İşte verdiğimiz o oy, “Al vekaletimi kafana göre kullan, servetine servet kat, ülkenin tüm imkanlarından faydalan, dokunulmazlık zırhına bürünüp yaptığın hiçbir şeyden sorumlu olma” diye değil, “Al vekaletimi benim, ailemin, tüm bu ülkede yaşayanların ve tabii çocuklarımızın geleceğini inşa et, daha rahat, daha huzurlu, daha mutlu yaşayabilmemiz için çalışın” diye verilir.
Ülkemiz 21 yıldır AK Parti ve Rizeli hemşehrimiz Recep Tayyip Erdoğan liderliğinde yönetiliyor. Bu süre içinde özellikle ilk 12-13 yıl vatandaşlarımızın yaşam standartlarının yükselmesi açısından enflasyonun düşük ve buna paralel alım gücünün yüksek olması açısından sorunsuz bir dönem geçirildi.
Ancak özellikle son 5 yıla baktığımızda enflasyonun yükselmesinden, alım gücünün düşmesine ve hayat pahalılığının artmasına kadar 90’lı yılların koalisyon dönemlerinde bile görülmemiş bir tabloyla karşı karşıyayız.

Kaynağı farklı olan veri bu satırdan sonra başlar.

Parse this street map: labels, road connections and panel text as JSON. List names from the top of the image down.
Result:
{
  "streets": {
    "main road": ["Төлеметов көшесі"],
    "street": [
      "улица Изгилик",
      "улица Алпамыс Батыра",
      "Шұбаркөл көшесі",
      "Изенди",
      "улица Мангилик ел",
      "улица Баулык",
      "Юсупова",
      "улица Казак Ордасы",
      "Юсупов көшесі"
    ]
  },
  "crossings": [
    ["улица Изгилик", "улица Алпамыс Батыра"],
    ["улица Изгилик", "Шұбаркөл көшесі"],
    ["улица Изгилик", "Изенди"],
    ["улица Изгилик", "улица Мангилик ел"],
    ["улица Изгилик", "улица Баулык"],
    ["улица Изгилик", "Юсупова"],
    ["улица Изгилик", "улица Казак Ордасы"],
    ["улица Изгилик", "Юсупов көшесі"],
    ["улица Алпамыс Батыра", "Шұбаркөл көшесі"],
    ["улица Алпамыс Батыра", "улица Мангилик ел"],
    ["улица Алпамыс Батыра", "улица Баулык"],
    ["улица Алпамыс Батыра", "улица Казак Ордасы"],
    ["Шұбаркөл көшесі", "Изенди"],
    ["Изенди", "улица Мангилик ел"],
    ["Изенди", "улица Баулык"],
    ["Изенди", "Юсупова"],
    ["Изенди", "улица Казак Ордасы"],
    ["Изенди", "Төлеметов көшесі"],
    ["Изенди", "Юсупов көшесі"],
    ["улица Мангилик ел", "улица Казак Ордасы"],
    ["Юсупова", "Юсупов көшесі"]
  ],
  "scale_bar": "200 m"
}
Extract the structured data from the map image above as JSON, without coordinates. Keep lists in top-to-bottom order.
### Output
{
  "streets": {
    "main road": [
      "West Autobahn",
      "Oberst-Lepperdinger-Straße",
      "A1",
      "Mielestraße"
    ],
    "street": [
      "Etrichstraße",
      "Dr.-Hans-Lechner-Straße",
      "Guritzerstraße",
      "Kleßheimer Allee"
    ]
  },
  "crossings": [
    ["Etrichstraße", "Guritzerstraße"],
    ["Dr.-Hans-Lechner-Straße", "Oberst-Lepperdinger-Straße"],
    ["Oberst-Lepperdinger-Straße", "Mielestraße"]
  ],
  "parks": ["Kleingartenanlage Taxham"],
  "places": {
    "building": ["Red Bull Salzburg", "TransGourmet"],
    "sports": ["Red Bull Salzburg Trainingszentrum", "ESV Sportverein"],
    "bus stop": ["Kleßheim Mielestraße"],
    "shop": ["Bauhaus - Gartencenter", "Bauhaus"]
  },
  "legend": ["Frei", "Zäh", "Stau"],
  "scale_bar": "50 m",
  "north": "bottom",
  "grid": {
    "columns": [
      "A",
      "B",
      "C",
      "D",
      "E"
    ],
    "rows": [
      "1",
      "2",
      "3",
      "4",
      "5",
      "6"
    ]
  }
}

Şimdi böyle bir atmosferde seçime gidiyoruz ama şimdiye kadar böyle bir seçime şahit olmadım.
Cumhur ve Millet ittifaklarının adaylarının çekişeceği aşikar olan bu seçimde Cumhur kanadı seçimleri karşı tarafın kazanması halinde darbe girişimi olarak nitelerken, Millet ittifakı cephesi söylemlerine barış, huzur, birliktelik kavramlarını yerleştiriyor.
Bir tarafta kutuplaştırıcı ve nefret söylemleri kusmaya, karşı tarafı her tür terör örgütüyle iltisaklı hale getirip üstüne bir de LGBT gibi azınlıkları bile hedef gösterir bir dil, diğer tarafta hak, hukuk, adalet diyerek kalp yapan eller.
Millet olarak bizler unutmamalıyız ki “Filler tepişirken ezilen çimenlerdir.”
Sadece ekranlardan, meydanlardan gördüğümüz kendini seçtirenler yüzünden bizler de aynı dili kullanıp, bizimle aynı görüşte olmayanları kırmayalım, küstürmeyelim. Başkalarının siyasi istikballeri yüzünden komşumuzu, arkadaşımızı, akrabamızı kendimizden uzaklaştırmayalım. Yarın düğünümüze de, cenazemize de, ihtiyacımız olduğunda yardımımıza da önce komşumuz, akrabamız, arkadaşımız gelecektir. Hangi siyasi düşüncede olursak olalım bizler hep birlikte yaşamaya devam edeceğiz.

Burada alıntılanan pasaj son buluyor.